(Stored data)
+++
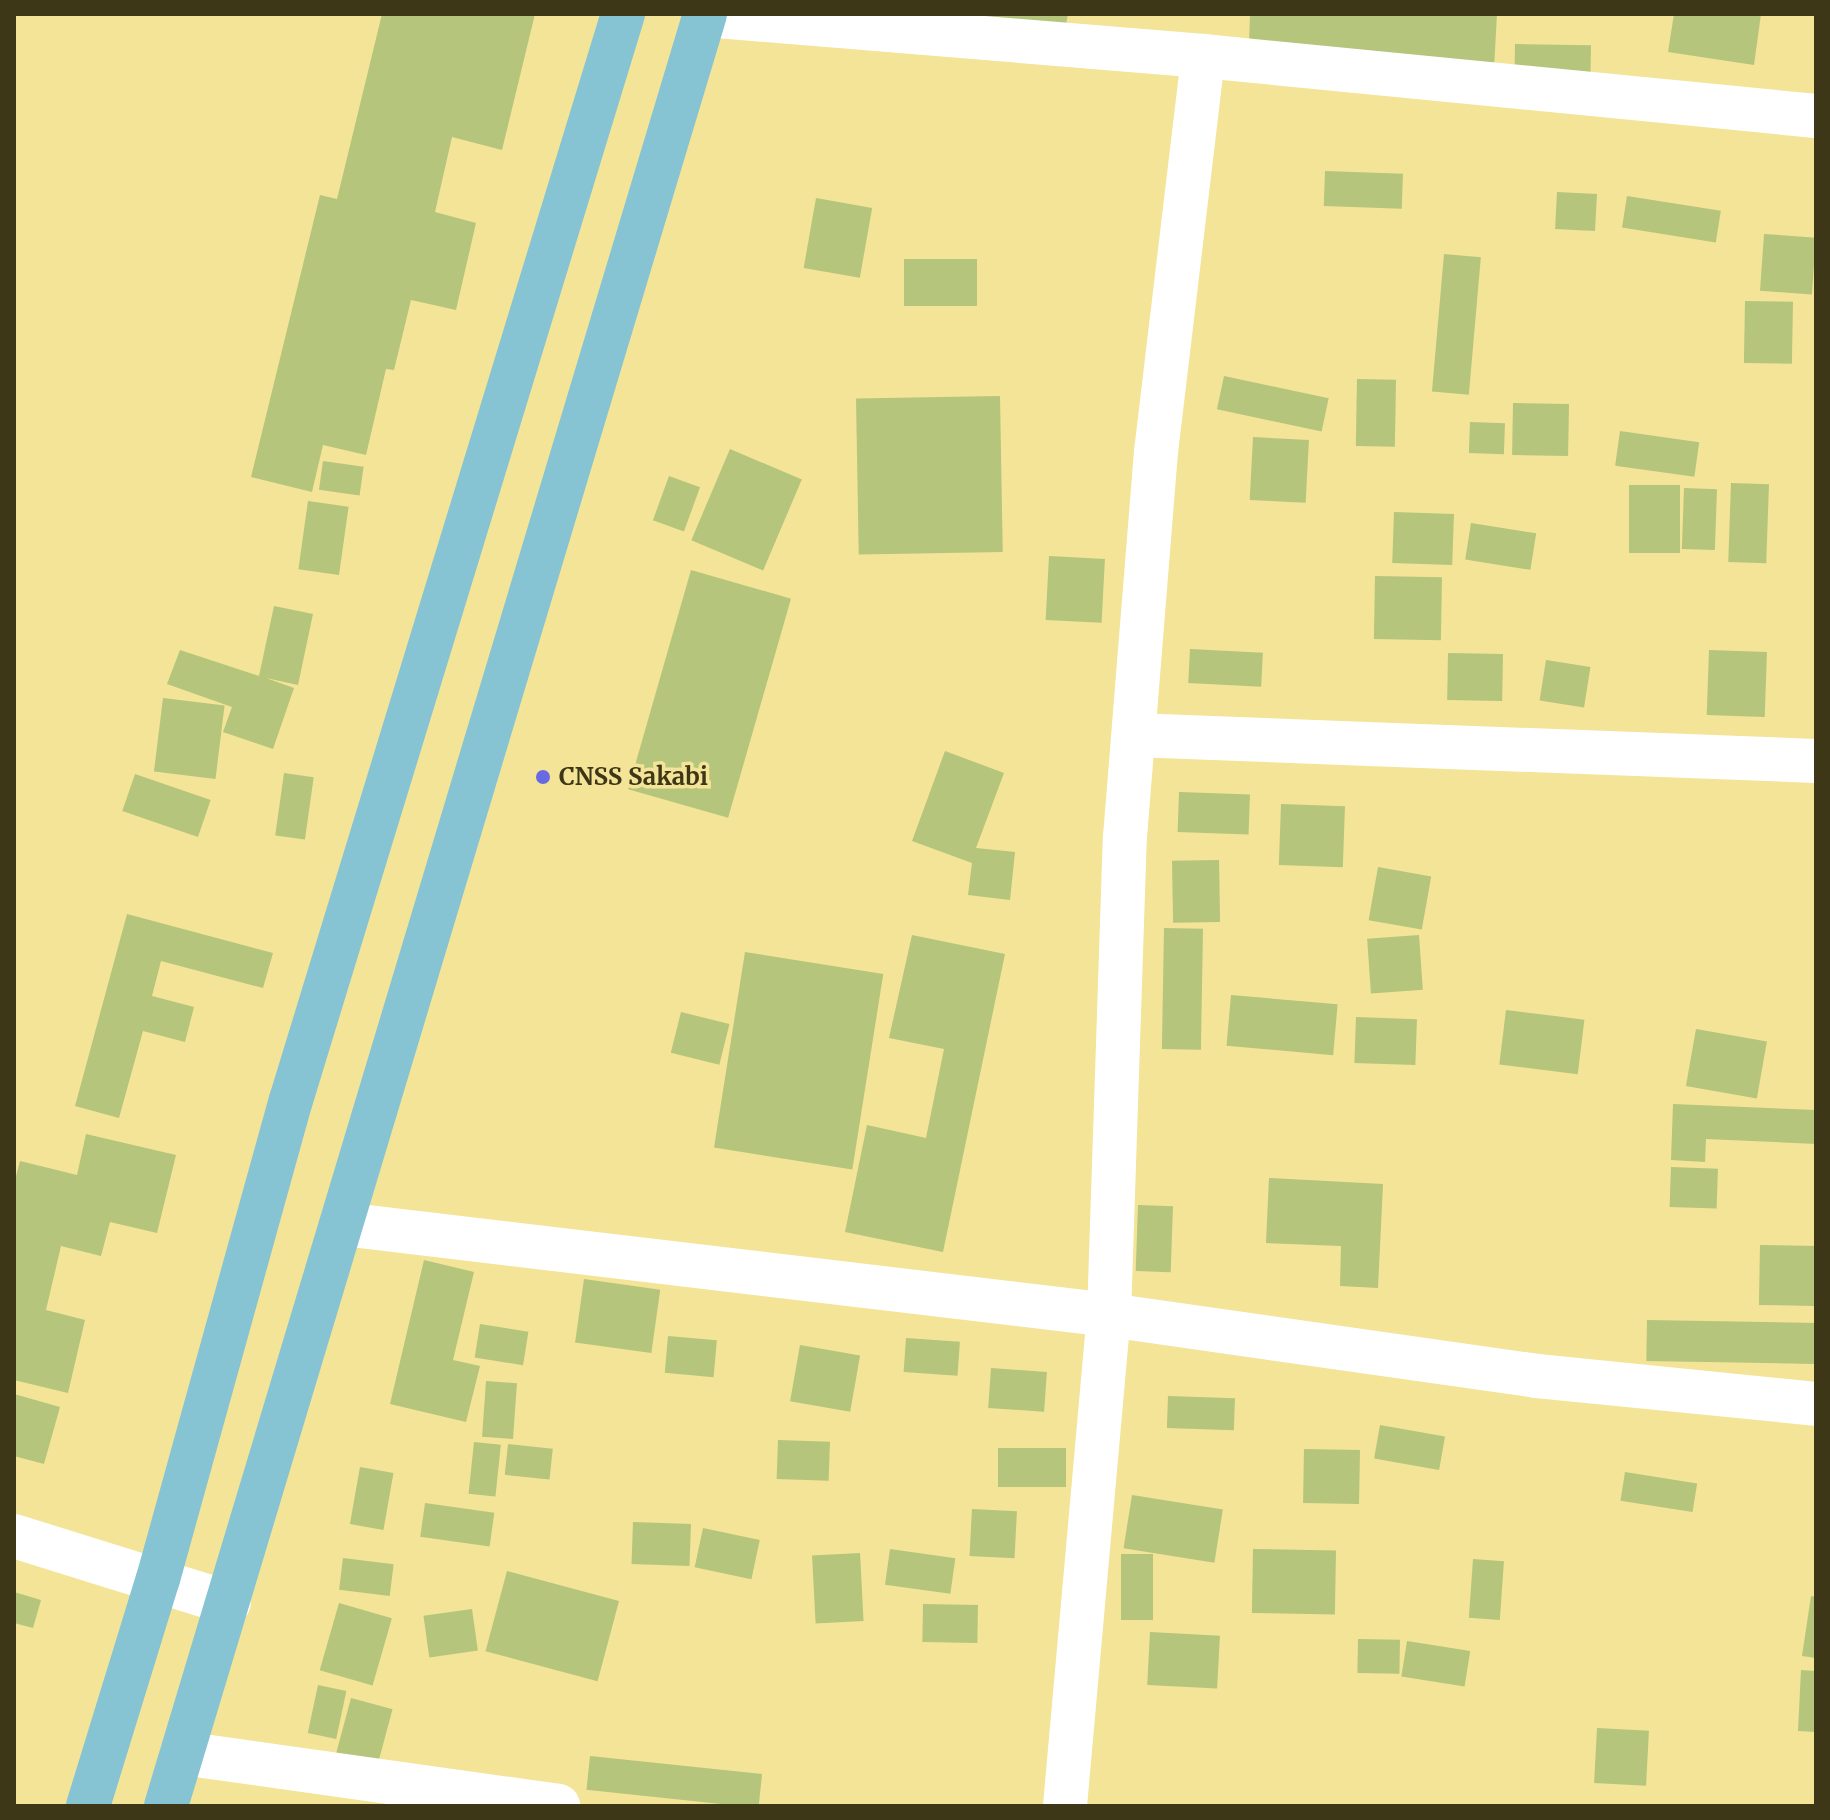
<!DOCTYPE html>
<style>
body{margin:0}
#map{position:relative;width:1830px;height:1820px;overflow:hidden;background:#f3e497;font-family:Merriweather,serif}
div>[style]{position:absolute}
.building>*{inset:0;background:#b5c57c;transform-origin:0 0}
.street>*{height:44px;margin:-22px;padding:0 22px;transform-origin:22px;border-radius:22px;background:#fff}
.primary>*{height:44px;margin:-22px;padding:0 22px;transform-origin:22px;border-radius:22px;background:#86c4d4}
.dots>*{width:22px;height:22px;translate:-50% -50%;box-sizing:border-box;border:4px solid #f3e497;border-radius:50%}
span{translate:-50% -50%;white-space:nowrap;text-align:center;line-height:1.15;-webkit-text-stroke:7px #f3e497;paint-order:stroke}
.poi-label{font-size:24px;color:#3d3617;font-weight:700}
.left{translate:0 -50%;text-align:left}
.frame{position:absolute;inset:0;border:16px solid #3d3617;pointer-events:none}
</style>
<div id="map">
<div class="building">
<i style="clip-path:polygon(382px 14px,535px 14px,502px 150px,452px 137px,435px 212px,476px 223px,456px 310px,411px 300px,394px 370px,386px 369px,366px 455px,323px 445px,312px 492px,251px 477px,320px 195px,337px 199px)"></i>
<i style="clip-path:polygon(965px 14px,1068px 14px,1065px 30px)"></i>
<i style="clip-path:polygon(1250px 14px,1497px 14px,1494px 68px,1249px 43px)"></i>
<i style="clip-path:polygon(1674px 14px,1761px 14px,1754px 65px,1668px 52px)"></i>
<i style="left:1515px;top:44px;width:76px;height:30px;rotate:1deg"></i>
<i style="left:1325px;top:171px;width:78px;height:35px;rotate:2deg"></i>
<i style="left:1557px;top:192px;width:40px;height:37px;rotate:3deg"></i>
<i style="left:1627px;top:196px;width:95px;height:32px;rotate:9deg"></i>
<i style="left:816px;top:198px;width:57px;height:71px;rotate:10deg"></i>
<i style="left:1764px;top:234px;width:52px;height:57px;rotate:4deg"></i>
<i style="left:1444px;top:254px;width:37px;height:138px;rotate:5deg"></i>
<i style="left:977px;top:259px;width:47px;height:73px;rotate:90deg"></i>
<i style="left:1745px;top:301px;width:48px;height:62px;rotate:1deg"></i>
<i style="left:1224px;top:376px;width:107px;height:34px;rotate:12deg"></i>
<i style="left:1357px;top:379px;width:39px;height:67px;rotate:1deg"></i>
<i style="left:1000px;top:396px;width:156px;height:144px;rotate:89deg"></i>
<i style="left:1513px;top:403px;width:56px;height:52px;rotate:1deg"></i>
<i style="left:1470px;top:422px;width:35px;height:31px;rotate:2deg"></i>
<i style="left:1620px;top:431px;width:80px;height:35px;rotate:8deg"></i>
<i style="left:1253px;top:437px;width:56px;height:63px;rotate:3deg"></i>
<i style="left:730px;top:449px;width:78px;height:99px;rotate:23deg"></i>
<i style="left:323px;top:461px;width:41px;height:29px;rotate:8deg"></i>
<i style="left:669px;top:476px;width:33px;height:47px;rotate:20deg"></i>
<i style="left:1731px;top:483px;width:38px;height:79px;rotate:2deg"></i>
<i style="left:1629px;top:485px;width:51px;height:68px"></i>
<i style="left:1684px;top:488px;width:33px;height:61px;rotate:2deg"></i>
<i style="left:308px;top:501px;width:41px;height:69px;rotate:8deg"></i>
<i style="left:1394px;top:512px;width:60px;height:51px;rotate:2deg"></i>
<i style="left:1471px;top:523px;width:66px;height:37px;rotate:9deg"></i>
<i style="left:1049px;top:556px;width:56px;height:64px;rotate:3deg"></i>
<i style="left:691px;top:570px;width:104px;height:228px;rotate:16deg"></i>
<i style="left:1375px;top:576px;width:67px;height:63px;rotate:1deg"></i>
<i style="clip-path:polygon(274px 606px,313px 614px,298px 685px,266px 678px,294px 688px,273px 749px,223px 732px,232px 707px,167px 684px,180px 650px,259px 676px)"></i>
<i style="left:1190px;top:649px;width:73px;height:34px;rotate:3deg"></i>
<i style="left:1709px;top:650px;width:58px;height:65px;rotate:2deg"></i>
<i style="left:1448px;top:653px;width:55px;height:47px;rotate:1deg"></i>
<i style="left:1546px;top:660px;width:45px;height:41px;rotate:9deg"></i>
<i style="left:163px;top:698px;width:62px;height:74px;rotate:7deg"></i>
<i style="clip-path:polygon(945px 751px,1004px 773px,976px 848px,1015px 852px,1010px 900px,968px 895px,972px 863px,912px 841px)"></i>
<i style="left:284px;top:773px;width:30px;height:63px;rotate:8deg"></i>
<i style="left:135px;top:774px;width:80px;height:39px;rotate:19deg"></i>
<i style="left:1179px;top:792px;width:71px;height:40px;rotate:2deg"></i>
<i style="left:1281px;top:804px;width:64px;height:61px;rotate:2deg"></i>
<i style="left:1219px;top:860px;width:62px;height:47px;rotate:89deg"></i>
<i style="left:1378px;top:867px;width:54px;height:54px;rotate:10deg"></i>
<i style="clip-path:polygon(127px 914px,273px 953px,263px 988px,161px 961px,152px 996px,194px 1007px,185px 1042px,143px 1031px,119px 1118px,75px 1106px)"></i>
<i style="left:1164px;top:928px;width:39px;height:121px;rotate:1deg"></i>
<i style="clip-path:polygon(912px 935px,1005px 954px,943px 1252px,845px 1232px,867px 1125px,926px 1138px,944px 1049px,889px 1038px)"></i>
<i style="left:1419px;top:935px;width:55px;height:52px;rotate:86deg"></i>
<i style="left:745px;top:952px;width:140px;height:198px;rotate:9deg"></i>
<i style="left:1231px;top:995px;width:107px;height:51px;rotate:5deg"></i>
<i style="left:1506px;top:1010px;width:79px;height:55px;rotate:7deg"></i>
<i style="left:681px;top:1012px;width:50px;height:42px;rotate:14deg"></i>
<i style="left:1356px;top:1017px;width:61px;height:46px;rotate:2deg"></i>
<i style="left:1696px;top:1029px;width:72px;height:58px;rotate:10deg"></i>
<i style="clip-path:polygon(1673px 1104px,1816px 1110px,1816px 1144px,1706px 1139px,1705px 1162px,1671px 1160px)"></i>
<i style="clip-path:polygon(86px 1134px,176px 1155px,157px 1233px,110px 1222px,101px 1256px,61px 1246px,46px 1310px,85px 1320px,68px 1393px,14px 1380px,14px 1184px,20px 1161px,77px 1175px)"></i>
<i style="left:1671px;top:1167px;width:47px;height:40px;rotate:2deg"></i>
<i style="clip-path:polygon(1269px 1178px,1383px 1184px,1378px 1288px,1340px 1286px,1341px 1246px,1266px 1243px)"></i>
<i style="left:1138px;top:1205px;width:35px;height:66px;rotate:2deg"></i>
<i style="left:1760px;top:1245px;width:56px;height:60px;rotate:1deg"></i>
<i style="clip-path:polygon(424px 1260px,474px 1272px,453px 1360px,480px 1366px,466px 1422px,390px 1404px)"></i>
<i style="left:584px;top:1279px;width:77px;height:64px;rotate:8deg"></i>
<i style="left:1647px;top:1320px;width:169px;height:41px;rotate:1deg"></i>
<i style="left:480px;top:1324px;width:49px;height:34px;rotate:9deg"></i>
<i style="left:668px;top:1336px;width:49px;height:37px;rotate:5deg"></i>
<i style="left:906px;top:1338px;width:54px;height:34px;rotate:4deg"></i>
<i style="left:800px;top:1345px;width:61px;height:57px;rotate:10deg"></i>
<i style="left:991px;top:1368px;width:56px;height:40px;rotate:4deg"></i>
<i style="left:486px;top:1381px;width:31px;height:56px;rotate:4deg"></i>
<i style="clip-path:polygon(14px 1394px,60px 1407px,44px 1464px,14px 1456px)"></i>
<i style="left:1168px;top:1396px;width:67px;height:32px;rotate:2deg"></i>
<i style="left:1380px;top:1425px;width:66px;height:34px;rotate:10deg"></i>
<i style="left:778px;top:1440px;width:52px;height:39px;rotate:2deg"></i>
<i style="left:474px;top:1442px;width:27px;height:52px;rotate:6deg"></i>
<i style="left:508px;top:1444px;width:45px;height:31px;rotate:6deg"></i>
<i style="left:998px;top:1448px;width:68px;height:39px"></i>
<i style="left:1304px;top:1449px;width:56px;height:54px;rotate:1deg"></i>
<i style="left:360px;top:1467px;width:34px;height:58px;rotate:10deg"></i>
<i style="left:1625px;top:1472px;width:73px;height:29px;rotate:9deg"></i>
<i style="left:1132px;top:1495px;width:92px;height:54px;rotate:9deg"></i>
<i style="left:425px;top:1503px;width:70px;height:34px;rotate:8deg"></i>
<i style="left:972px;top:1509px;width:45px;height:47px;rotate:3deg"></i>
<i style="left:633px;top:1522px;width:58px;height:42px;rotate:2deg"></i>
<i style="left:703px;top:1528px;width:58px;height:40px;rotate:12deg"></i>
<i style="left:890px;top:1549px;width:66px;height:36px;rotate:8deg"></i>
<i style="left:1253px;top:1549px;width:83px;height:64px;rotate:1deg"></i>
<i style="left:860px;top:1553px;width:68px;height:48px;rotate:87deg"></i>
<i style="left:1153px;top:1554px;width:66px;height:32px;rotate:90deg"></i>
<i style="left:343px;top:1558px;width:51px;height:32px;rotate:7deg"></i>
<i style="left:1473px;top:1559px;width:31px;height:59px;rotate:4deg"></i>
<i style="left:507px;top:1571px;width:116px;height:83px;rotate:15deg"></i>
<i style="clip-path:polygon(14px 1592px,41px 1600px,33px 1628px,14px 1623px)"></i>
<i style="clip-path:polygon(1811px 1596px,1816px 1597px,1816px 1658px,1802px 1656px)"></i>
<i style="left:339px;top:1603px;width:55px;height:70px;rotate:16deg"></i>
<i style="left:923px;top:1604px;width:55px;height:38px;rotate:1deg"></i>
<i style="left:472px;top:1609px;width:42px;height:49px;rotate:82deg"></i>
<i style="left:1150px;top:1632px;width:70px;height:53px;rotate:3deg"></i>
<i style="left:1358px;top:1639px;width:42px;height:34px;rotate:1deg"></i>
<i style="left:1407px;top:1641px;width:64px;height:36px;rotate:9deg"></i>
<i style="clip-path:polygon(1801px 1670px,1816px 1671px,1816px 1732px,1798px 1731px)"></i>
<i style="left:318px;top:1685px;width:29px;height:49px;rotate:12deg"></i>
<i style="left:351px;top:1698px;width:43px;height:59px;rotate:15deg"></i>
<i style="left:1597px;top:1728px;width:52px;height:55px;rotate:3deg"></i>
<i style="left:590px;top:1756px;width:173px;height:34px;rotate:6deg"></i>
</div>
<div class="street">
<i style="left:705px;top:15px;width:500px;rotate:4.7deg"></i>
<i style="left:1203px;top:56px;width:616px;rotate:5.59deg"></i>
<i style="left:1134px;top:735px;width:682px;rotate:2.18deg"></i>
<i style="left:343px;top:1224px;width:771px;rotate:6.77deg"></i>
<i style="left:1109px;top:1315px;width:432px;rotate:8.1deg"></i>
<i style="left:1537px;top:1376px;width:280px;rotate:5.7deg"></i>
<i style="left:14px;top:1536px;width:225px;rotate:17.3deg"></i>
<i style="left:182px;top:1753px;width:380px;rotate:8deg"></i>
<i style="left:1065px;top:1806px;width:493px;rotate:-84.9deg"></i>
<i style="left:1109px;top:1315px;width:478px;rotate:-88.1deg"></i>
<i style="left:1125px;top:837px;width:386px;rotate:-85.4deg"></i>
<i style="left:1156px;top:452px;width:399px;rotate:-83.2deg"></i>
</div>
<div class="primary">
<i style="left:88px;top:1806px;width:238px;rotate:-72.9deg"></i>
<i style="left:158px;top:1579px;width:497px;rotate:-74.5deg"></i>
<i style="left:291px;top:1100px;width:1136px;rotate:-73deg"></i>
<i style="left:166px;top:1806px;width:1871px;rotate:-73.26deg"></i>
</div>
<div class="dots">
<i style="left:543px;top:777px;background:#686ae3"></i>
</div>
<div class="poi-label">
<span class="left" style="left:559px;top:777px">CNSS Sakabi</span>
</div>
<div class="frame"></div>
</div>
+++
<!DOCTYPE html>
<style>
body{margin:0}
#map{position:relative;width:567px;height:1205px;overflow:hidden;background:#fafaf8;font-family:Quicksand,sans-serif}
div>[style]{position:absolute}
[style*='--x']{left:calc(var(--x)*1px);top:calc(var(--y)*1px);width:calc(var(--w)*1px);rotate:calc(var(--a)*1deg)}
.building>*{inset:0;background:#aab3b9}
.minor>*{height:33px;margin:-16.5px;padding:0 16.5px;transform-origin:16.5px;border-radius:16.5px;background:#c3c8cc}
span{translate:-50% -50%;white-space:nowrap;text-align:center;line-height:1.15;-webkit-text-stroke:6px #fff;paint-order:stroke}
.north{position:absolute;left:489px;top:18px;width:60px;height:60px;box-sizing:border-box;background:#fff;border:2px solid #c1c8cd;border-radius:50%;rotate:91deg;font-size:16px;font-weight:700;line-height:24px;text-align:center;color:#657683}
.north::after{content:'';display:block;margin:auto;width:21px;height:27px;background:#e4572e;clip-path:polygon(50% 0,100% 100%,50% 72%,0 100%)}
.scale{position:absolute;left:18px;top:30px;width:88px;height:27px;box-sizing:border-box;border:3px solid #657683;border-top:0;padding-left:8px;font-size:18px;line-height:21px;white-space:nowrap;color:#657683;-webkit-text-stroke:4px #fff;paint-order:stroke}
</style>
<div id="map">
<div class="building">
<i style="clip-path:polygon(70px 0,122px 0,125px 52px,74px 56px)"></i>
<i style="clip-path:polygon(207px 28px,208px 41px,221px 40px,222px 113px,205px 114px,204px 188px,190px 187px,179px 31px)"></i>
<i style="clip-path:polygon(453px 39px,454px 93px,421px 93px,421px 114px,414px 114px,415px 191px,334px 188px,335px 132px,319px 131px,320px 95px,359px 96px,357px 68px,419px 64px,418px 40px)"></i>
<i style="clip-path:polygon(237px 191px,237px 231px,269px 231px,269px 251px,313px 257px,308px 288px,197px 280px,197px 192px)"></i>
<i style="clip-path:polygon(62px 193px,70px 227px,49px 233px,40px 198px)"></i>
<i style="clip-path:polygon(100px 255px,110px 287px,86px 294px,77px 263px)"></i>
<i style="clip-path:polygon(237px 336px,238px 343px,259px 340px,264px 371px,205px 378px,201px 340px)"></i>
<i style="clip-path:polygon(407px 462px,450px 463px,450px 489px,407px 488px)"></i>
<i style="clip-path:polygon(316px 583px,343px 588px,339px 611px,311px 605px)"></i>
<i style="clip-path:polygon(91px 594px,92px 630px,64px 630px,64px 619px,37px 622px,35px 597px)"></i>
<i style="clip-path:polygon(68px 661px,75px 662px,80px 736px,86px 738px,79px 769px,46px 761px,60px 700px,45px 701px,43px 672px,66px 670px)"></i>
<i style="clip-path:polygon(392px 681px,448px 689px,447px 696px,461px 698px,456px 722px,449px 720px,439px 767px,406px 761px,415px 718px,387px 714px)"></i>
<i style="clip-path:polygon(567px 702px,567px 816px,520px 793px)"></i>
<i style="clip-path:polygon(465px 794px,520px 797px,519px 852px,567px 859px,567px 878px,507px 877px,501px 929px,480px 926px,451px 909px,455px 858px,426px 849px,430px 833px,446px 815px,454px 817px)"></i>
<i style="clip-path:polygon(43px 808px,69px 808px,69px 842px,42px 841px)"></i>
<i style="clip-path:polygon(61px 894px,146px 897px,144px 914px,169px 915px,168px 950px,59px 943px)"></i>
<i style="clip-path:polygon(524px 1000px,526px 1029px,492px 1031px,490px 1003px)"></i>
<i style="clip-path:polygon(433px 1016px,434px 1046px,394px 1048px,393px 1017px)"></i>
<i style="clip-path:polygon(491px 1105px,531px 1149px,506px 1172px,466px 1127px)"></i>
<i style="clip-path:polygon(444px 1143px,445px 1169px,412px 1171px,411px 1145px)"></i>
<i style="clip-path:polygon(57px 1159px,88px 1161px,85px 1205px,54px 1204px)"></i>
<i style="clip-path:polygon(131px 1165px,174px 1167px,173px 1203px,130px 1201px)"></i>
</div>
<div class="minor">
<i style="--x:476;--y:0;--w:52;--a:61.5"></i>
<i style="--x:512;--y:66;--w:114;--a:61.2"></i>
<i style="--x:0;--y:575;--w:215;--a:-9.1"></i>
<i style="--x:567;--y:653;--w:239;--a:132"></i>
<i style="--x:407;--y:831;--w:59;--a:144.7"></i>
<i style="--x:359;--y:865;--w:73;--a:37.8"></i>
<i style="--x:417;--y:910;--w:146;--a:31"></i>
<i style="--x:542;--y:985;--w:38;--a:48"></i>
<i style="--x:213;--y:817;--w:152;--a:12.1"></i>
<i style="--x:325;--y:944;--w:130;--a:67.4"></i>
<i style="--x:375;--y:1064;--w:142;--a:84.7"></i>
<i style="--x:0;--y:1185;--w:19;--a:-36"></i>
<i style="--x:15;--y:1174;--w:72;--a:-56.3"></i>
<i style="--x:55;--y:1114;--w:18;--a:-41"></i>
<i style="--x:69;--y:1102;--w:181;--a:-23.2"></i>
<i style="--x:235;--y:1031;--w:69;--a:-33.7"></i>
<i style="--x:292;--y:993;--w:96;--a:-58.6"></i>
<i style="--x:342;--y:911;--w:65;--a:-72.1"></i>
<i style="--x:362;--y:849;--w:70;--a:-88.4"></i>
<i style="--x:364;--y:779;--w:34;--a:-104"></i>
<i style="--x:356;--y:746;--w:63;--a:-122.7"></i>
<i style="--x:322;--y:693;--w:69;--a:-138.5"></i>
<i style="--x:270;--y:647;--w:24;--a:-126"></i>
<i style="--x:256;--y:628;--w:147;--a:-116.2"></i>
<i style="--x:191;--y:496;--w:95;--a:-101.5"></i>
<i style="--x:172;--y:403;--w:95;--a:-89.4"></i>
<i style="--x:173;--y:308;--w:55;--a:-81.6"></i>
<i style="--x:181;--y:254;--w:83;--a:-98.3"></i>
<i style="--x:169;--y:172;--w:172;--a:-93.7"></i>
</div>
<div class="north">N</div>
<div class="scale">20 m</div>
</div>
+++
If a line above holds the word "family", copy it.

#map{position:relative;width:1830px;height:1820px;overflow:hidden;background:#f3e497;font-family:Merriweather,serif}
#map{position:relative;width:567px;height:1205px;overflow:hidden;background:#fafaf8;font-family:Quicksand,sans-serif}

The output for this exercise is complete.